The meeting took place last month in Berlin, and was attended by news group chief executives from both the EPC and the World Association of Newspapers, who called for "online copyright to be respected, to allow innovation to thrive and consumers to be better served."
Cohen, in his response, pointed out that newspaper publishers could easily embed a code into their sites that would prevent news aggregation if they wanted to ban such activity on the part of Google and other search engines. However, Cohen wrote, "more than 25,000 news organisations across the globe choose to make their content available in Google News and other web search engines. They do so because they want their work to be found and read."

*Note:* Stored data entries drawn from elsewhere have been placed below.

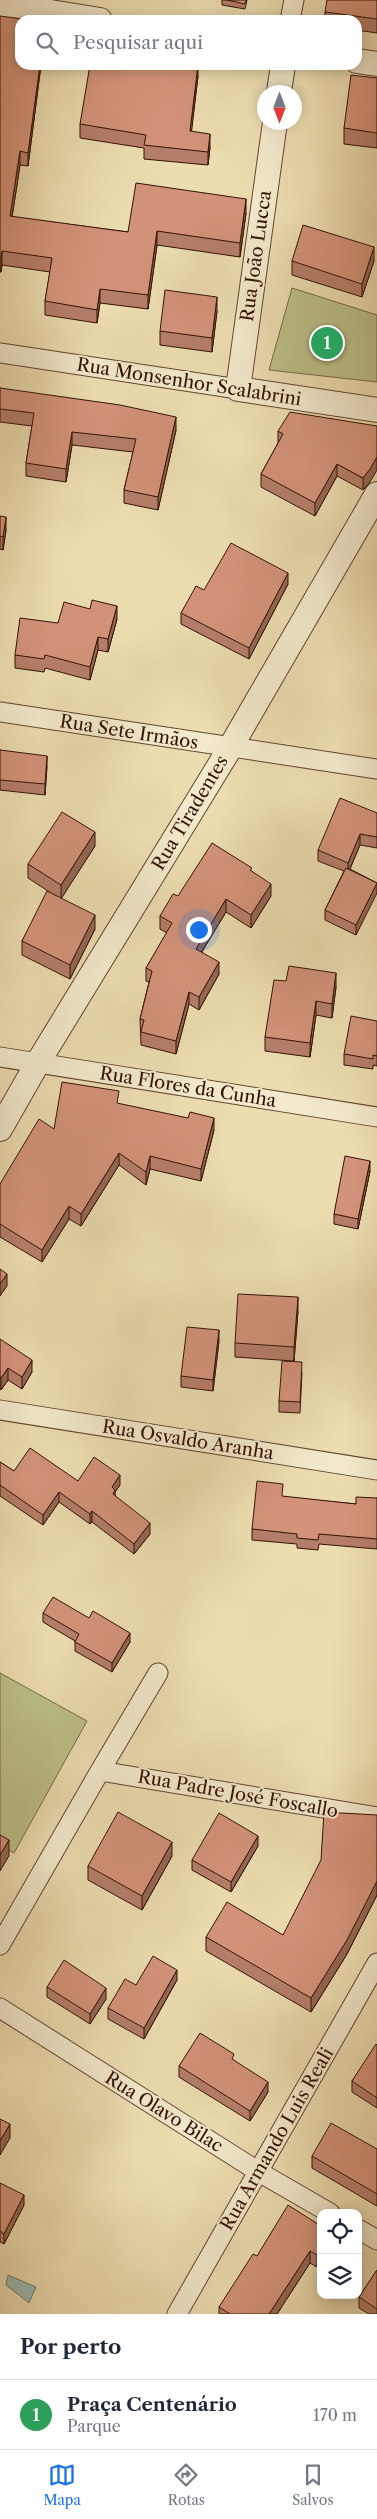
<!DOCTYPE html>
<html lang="pt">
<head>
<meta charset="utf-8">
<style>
	:root { --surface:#fff; --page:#f6f6f7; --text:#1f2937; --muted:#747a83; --line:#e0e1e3; --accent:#1a73e8 }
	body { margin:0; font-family:"Libre Caslon Text",serif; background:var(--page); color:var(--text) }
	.controls { position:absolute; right:15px; bottom:15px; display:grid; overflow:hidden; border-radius:10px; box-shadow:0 2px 12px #0003 }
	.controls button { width:45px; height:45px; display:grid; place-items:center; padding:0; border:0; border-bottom:1px solid var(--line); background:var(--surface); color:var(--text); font:25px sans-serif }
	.compass { position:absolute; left:257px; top:85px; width:45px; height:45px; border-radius:50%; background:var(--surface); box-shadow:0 2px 12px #0003; rotate:180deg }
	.you { position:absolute; left:198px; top:929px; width:18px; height:18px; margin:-12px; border:4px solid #fff; border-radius:50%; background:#1a73e8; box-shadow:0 0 0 8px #1a73e833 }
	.badge { display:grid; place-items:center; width:32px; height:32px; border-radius:50%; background:var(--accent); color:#fff; font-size:16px; font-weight:700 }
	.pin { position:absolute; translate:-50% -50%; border:2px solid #fff; box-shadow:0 1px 5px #0006 }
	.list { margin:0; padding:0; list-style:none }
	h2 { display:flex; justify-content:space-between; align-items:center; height:65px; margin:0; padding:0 20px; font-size:21px }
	h2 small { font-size:16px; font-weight:400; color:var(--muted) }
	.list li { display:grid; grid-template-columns:32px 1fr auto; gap:15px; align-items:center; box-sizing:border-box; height:70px; padding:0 20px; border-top:1px solid var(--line) }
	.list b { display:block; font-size:19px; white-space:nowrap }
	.list p { margin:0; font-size:16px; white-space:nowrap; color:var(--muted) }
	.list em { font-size:16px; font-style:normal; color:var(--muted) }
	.icon { flex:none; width:28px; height:28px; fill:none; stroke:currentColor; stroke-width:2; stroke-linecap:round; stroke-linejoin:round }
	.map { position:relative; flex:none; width:377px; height:2314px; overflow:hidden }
	.search { position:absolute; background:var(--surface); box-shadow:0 2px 12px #0003; left:15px; right:15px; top:15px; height:55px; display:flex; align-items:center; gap:12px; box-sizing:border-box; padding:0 18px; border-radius:15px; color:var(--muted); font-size:19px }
	.sheet { height:135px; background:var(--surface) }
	nav { display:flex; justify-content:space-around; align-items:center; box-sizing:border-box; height:70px; border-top:1px solid var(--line); background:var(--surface); font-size:14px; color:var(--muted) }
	nav a { display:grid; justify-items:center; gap:2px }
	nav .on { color:var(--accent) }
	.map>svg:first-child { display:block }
</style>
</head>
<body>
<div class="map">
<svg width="377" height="2314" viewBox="0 0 377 2314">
	<rect width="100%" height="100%" fill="#ecddb1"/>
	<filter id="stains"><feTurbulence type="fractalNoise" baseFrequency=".004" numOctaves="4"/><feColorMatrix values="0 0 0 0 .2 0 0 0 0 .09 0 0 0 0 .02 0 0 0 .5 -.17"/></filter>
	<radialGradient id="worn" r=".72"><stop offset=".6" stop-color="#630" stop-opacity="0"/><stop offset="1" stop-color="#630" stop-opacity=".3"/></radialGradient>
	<!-- green -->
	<path fill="#bcbf88" stroke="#786846" d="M292,288L377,315V382L269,370Z
		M0,1673L87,1721L14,1853L0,1845Z"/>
	<!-- water -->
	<path fill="#9cbab5" stroke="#72776f" d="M8,2275L36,2287L29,2303L6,2285Z"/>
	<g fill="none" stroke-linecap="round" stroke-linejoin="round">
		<!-- minor casing -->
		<g stroke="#624530" stroke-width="21">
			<path id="minor" d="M290,20L294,0
				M0,353L238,389
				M0,712L377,769
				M0,1057L377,1117
				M0,1410L377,1470
				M100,1771L377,1817
				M0,1945L100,1771L158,1673
				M0,2008L259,2172L330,2213
				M358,2229L377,2240
				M177,2314L377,1963"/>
		</g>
		<!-- tertiary casing -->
		<g stroke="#624530" stroke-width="26">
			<path id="tertiary" d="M0,4L100,20
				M357,61L377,64
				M279,92L283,65
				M275,122L238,389L377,410
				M0,1129L37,1064L230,748L377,494"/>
		</g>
		<!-- minor -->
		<use href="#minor" stroke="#f3e9cc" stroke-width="19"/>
		<!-- tertiary -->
		<use href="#tertiary" stroke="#f3e9cc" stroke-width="24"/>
	</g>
	<!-- wall -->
	<path fill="#b57e69" stroke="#341205" d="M222,0H247L245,9L222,5Z
		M377,0V33L357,30V20H325V12Z
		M0,16L20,65H41L28,166L20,165L12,217L128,232L246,213L240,257L157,245L148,309L100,303L97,323L45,315V301L50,272L2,265L1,272H0Z
		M198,76L191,132L210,147L208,165L144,159V148L80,138V124Z
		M377,78V148L344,144V128Z
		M292,261H374L362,297L292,275Z
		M217,311L212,352L160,345V331Z
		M0,388L176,430L158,510L124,503V490L133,452L72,445L66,482L26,476V463L32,426L0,422Z
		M278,431L370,482L363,490L337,476L315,516L261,487V474L278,443Z
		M0,516L6,530L3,550L0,549Z
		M288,584L249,659L181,624V613L204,590Z
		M117,619L108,652L98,650L90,680L45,668L44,672L15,668V655L58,623Z
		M0,750L47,766L45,795L0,790Z
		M377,813V848L360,845L350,869L377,883L356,935L325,920V910L344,871L318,861V850Z
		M95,846L61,898L95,929L70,979L22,955V941L51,893L28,878V864Z
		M252,871L271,896L251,928L226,912L202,952L219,974L199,1010L189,1004L176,1054L141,1045L140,1019L149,982L146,981V968L167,933L160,929V916L178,896Z
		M336,987L332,1018L316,1015L310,1057L265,1051V1037Z
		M377,1021V1066L373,1065V1069L344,1065V1054Z
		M119,1104L214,1130L201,1181L150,1169L146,1185L119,1165L81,1226L69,1219L42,1262L0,1237V1184L54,1129Z
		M370,1171L358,1229L334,1224V1214Z
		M298,1311L294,1361L235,1357V1343Z
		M0,1339L32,1372L22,1389L8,1380L1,1390L0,1389Z
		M219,1341L213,1391L181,1387V1376Z
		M302,1372L300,1413L279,1412V1401Z
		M0,1462L14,1471L78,1481L120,1485L115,1492V1496L150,1534L134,1554L92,1522L90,1524L59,1502L43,1525L0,1496Z
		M283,1497L356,1504L377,1498V1549L319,1544L318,1550L297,1548V1544L252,1540V1529Z
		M43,1613L130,1642L112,1672L75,1651V1641L43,1622Z
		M377,1815V1895L347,1954L311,2012L206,1951V1937L283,1935Z
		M258,1846L231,1892L192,1870V1860Z
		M172,1856L142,1910L88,1880V1866Z
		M177,1980L144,2039L108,2019V2008L136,1985Z
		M47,1987L106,1999L90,2024L47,1997Z
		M377,2045V2108L352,2092V2081Z
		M234,2060L268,2092L250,2121L179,2077V2066Z
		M377,2149V2206L312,2168V2156Z
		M0,2183L24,2205L4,2244L0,2242Z
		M321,2226L317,2267L310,2263L277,2314H219V2307L257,2256Z
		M377,2270V2314H369L359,2308V2297Z"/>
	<!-- shaded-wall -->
	<path fill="#946755" stroke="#341205" d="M40,65H41L28,166V153Z
		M198,65V76L190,145V131Z
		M210,134V147L208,165V152Z
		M20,151V165L10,230V216Z
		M246,199V213L240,257V243Z
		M157,231V245L148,309V295Z
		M374,247V261L362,297V284Z
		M2,251V265L1,272V258Z
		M100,289V303L97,323V310Z
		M217,297V311L212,352V338Z
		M176,417V430L158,510V497Z
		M72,432V445L66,482V469Z
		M377,457V470L370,482L363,490V478Z
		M337,464V476L315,516V503Z
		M6,517V530L3,550V537Z
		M288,573V584L249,659V648Z
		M117,606V619L108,652V639Z
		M98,637V650L90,680V667Z
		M47,756V766L45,795V784Z
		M95,832V846L61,899V885Z
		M360,834V845L348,873V863Z
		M377,883V893L356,935V925Z
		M271,884V896L251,928V915Z
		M226,899V912L196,961V949Z
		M95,915V929L70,979V965Z
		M219,962V974L199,1010V997Z
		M336,973V987L332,1018V1004Z
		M189,992V1004L176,1054V1041Z
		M316,1001V1015L310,1057V1043Z
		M214,1118V1130L201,1181V1169Z
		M119,1153V1165L81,1226V1214Z
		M150,1156V1169L146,1185V1172Z
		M370,1161V1171L358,1229V1219Z
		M69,1206V1219L42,1262V1250Z
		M7,1274V1286L0,1296V1284Z
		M298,1297V1311L294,1361V1347Z
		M219,1330V1341L213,1391V1380Z
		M32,1360V1372L22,1389V1377Z
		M8,1368V1380L1,1390V1378Z
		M120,1475V1485L115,1492V1500L113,1504L112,1487Z
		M59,1492V1502L43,1525V1515Z
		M92,1511V1522L90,1524V1514Z
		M150,1523V1534L134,1554V1544Z
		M130,1633V1642L112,1672V1663Z
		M258,1836V1846L231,1892V1882Z
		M9,1840V1856L0,1871V1855Z
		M172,1842V1856L142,1910V1896Z
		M377,1881V1895L347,1954L311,2012V1998Z
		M177,1970V1980L144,2039V2028Z
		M106,1988V1999L90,2024V2014Z
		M268,2082V2092L250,2121V2111Z
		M10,2124V2138L0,2155V2141Z
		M24,2195V2205L4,2244V2234Z
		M321,2249V2261L317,2267V2255Z
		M310,2251V2263L277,2314H269Z"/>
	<!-- building -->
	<path fill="#d3937a" stroke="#341205" d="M227,0H246L245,4Z
		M327,0H377V19L325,12Z
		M0,16L30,20H20V65H40L28,153L20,151L10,216L128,232L136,183L246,199L240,243L157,231L148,295L100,289L97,310L45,301L52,258L2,251L1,258H0Z
		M90,65H198L190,131L210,134L208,152L144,145L146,135L80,124Z
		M351,75L377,78V133L344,128Z
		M303,225L374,247L362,284L292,261Z
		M165,290L217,297L212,338L160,331Z
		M0,388L120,405L176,417L158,497L124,490L136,439L72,432L66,469L26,463L34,413L0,409Z
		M290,412L377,426V457L370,469L363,478L337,464L315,503L261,474L283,434L278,431Z
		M0,516L6,517L3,537L0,536Z
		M231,543L288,573L249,648L181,613L196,586L204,590Z
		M92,600L117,606L108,639L98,637L90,667L45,655L44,659L15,655L20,618L58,623L64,602L90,609Z
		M0,750L47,756L45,784L0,780Z
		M340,798L377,813V837L360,834L348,863L318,850Z
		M62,812L95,832L61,885L28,864Z
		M212,843L252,868L250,870L271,884L251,915L226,899L196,949L219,962L199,997L189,992L176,1041L141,1032L144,1020L140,1019L152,971L146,968L172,923L160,916L173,894L178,896Z
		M346,868L377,883L356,925L325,910Z
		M47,891L95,915L70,965L22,941Z
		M289,966L336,973L332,1004L316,1001L310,1043L265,1037L274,980L286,981Z
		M351,1016L377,1021V1056L373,1055V1059L344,1054Z
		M62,1082L119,1091L117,1103L188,1118L190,1112L214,1118L201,1169L150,1156L146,1172L119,1153L81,1214L69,1206L42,1250L0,1224V1184L39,1119L54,1129Z
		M345,1156L370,1161L358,1219L334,1214Z
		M0,1269L7,1274L0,1284Z
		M238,1294L298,1297L294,1347L235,1343Z
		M187,1327L219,1330L213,1380L181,1376Z
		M0,1339L32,1360L22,1377L8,1368L1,1378L0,1377Z
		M282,1361L302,1362L300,1402L279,1401Z
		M30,1448L78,1481L94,1457L120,1475L112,1487L115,1490L113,1494L150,1523L134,1544L92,1511L90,1514L59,1492L43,1515L0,1485V1462L14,1471Z
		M257,1481L283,1484L282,1496L356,1504V1497L377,1498V1539L319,1534L318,1540L297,1538V1534L252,1529Z
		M53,1597L89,1618L93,1611L130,1633L112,1663L75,1642L79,1634L43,1613Z
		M118,1812L172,1842L142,1896L88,1866Z
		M324,1812L377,1815V1881L347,1940L311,1998L206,1937L227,1902L283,1935L321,1860Z
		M219,1813L258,1836L231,1882L192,1860Z
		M0,1835L9,1840L0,1855Z
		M153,1956L177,1970L144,2028L108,2008L125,1979L136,1985Z
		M64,1960L106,1988L90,2014L47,1987Z
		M200,2033L234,2054L232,2059L268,2082L250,2111L179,2066Z
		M376,2044L377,2045V2098L352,2081Z
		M0,2119L10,2124L0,2141Z
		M331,2123L377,2149V2194L312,2156Z
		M0,2183L24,2195L4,2234L0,2231Z
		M288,2205L321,2226V2249L317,2255L310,2251L269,2314H230L219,2307L253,2254L257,2256Z
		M377,2270V2309L359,2297Z"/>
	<g text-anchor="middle" stroke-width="4" stroke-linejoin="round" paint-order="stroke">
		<!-- street labels -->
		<g font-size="18" fill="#341205" stroke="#f3e9cc">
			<text transform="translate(256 256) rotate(-82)" y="6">Rua João Lucca</text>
			<text transform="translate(189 382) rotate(9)" y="6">Rua Monsenhor Scalabrini</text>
			<text transform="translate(129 732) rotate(9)" y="6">Rua Sete Irmãos</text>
			<text transform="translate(190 813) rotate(-59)" y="6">Rua Tiradentes</text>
			<text transform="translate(188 1087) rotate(9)" y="6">Rua Flores da Cunha</text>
			<text transform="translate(188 1440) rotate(9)" y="6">Rua Osvaldo Aranha</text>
			<text transform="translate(238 1794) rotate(10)" y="6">Rua Padre José Foscallo</text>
			<text transform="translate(164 2112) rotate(32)" y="6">Rua Olavo Bilac</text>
			<text transform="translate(277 2139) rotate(-60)" y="6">Rua Armando Luis Reali</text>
		</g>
	</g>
	<rect width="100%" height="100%" filter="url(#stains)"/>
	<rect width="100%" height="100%" fill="url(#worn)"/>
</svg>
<div class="controls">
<button><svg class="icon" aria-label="locate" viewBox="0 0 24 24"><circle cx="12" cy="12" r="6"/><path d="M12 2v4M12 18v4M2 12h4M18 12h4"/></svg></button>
<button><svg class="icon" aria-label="layers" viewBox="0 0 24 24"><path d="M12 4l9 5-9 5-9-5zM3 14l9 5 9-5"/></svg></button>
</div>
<svg class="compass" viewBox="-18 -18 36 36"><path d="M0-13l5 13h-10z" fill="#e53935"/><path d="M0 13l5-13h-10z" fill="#747a83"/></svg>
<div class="you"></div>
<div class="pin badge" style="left:327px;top:343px;background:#2e9e5b">1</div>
<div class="search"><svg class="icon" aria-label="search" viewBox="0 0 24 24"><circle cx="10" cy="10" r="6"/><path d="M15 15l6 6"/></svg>Pesquisar aqui</div>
</div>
<section class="sheet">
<h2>Por perto<small></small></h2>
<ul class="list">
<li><span class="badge" style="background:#2e9e5b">1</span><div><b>Praça Centenário</b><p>Parque</p></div><em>170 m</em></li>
</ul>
</section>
<nav>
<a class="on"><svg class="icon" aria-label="map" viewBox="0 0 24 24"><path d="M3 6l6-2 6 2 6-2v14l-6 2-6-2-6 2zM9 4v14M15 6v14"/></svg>Mapa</a>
<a><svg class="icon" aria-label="directions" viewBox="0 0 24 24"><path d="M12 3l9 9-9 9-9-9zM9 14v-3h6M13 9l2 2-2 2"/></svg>Rotas</a>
<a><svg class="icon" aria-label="saved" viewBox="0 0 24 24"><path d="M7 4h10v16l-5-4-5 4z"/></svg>Salvos</a>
</nav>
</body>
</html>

The Times article reports that "Google's search engine and its Google News site sends 1 billion visits to newspaper Web sites each month," which makes it unlikely newspapers will go so far as to completely block all search engines from crawling their content.
However, the publishing executives pointed out that the problem arises when others - search engines, aggregators, etc. - make a profit on the content, while the content creator gets nothing. This is usually done with ads built around news results, which content creators point out would not be there for the search engine or aggregator to profit from if they did not create them in the first place. Search in and of itself is not the issue.
"The Internet is not our enemy but rather the future of journalism, if intellectual property is respected in the digital world as well. In front of all I see two main goals: We want a fair share of the revenues, which are already being generated through the commercial exploitation of our content by others, as well as the development of a market for paid content in the digital world. We are confident that the representatives of search engines and other aggregators will join us in realizing and opening up the opportunities of the market for legitimate paid content in the Internet," said Dr. Mathias Döpfner, CEO of the Axel Springer AG and host of the signing ceremony.
Google's European Public Policy Blog, meanwhile, states that: "Some proposals we've seen from news publishers are well-intentioned, but would fundamentally change -- for the worse -- the way the web works. Our guiding principle is that whatever technical standards we introduce must work for the whole web (big publishers and small), not just for one subset or field."